The Betrayal of the Duchess: The Scandal That Unmade the Bourbon Monarchy and Made France Modern

Basic. Apr. 2020. 416p. ISBN 9781541645455. $32. HIST
Treachery, disguise, capture, and imprisonment—the scandal surrounding an ill-fated 19th-century French insurrection—is all the more captivating in this factual retelling. In 1832, the mother of a deposed heir to the French throne attempted to overthrow her brother-in-law, Louis-Philippe of France. Lacking adequate funding or local support from right-wing allies, the Duchesse de Berry’s rebellion came to a disastrous end when she was betrayed by one of her own emissaries.
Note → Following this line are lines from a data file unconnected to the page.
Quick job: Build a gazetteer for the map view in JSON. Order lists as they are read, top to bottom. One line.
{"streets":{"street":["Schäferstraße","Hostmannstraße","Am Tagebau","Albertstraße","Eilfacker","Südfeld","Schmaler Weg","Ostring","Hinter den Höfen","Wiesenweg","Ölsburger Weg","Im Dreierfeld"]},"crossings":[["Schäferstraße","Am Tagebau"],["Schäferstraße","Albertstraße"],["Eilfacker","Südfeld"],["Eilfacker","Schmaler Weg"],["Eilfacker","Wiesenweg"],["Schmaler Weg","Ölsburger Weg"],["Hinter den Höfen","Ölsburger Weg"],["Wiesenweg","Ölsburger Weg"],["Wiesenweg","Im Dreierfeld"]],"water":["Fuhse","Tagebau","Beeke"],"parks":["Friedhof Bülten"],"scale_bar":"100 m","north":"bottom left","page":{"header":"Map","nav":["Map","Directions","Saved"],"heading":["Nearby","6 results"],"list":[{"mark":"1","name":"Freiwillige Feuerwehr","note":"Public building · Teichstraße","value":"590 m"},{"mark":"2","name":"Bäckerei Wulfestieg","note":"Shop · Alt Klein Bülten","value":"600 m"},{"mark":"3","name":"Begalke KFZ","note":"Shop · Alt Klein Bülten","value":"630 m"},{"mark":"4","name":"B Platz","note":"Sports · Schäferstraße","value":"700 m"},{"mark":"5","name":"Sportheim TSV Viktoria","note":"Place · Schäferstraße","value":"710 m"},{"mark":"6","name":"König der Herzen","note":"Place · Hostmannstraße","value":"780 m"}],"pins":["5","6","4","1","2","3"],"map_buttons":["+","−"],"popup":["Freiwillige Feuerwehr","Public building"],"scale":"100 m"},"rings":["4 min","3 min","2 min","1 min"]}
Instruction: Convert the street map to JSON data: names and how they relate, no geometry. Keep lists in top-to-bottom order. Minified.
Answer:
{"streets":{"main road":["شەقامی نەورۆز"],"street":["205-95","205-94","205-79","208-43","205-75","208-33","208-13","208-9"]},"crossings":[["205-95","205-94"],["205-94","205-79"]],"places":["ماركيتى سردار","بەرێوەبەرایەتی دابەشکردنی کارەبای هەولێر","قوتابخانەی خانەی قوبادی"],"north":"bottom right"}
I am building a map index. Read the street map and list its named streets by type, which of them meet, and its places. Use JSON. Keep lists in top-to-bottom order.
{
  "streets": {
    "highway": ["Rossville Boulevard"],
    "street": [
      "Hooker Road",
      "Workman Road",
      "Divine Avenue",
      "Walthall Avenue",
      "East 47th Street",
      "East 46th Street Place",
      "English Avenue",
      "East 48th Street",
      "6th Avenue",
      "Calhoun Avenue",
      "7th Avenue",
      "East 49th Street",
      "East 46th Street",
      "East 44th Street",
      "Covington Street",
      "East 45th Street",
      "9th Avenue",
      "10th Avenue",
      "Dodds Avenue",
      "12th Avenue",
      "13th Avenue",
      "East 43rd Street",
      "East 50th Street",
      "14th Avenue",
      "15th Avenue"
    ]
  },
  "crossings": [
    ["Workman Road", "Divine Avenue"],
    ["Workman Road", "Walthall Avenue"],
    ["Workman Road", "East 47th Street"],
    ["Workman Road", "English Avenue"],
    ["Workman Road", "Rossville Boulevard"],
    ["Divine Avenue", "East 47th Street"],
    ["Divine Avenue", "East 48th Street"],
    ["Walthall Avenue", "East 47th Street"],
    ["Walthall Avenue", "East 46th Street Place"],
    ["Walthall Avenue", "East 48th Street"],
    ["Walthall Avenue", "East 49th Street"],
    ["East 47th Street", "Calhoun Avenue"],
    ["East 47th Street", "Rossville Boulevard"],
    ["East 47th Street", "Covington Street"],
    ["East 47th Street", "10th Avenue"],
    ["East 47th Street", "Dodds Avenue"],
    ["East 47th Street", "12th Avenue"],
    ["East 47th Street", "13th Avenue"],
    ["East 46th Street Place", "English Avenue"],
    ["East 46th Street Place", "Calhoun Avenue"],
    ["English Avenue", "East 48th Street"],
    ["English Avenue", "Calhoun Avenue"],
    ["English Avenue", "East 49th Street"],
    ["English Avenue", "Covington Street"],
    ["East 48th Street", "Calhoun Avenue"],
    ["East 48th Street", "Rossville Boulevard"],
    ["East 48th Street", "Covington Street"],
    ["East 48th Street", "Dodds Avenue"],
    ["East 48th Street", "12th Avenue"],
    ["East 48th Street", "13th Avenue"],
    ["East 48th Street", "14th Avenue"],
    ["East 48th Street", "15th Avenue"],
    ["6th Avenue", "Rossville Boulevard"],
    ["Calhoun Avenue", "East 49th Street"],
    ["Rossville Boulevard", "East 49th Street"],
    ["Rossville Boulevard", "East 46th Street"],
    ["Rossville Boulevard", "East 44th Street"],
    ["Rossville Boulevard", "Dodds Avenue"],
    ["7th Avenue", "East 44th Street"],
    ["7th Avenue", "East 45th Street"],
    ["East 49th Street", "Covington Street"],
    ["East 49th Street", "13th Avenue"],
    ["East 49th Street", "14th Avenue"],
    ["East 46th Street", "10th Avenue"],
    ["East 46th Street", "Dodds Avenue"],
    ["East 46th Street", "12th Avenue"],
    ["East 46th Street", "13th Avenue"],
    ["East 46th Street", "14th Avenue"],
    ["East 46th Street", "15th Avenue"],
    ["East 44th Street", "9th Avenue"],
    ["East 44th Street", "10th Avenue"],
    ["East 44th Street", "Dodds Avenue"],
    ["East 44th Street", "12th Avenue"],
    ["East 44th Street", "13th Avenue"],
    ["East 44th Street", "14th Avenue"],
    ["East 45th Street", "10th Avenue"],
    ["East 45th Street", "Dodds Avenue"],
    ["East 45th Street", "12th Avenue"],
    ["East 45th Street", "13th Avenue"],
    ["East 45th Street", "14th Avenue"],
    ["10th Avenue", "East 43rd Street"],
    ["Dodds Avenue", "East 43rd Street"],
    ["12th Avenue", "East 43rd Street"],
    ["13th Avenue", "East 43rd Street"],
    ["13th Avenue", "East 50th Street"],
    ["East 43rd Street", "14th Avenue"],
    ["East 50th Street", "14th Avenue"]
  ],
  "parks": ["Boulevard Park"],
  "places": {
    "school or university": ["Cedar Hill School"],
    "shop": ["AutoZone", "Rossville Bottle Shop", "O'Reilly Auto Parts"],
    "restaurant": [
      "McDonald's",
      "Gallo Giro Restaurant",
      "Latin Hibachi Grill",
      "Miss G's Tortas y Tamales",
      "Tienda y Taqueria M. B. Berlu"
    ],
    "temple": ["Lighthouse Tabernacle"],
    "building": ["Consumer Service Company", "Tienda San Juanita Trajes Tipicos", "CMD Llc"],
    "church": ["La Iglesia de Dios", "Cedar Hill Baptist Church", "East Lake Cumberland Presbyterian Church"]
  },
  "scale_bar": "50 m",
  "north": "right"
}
Popular opinion, rather than condemning Marie-Caroline for the aborted coup, quickly turned against her disloyal betrayer, Simon Deutz, the son of the Chief Rabbi of France. According to Samuels (Betty Jane Anlyan Professor of French, Yale Univ.) the scandal launched an anti-Semitic backlash among French aristocracy and the French press, remnants of which can be seen in the Dreyfus affair at the turn of the 20th century, and even up to the present day. Based on memoirs, contemporary newspaper reports, archival documents, and secondary sources, this tumultuous but largely forgotten period of French history is effectively reexamined.
VERDICT Recommended for readers of Victor Hugo, Alexandre Dumas, and 19th-century French history and literature.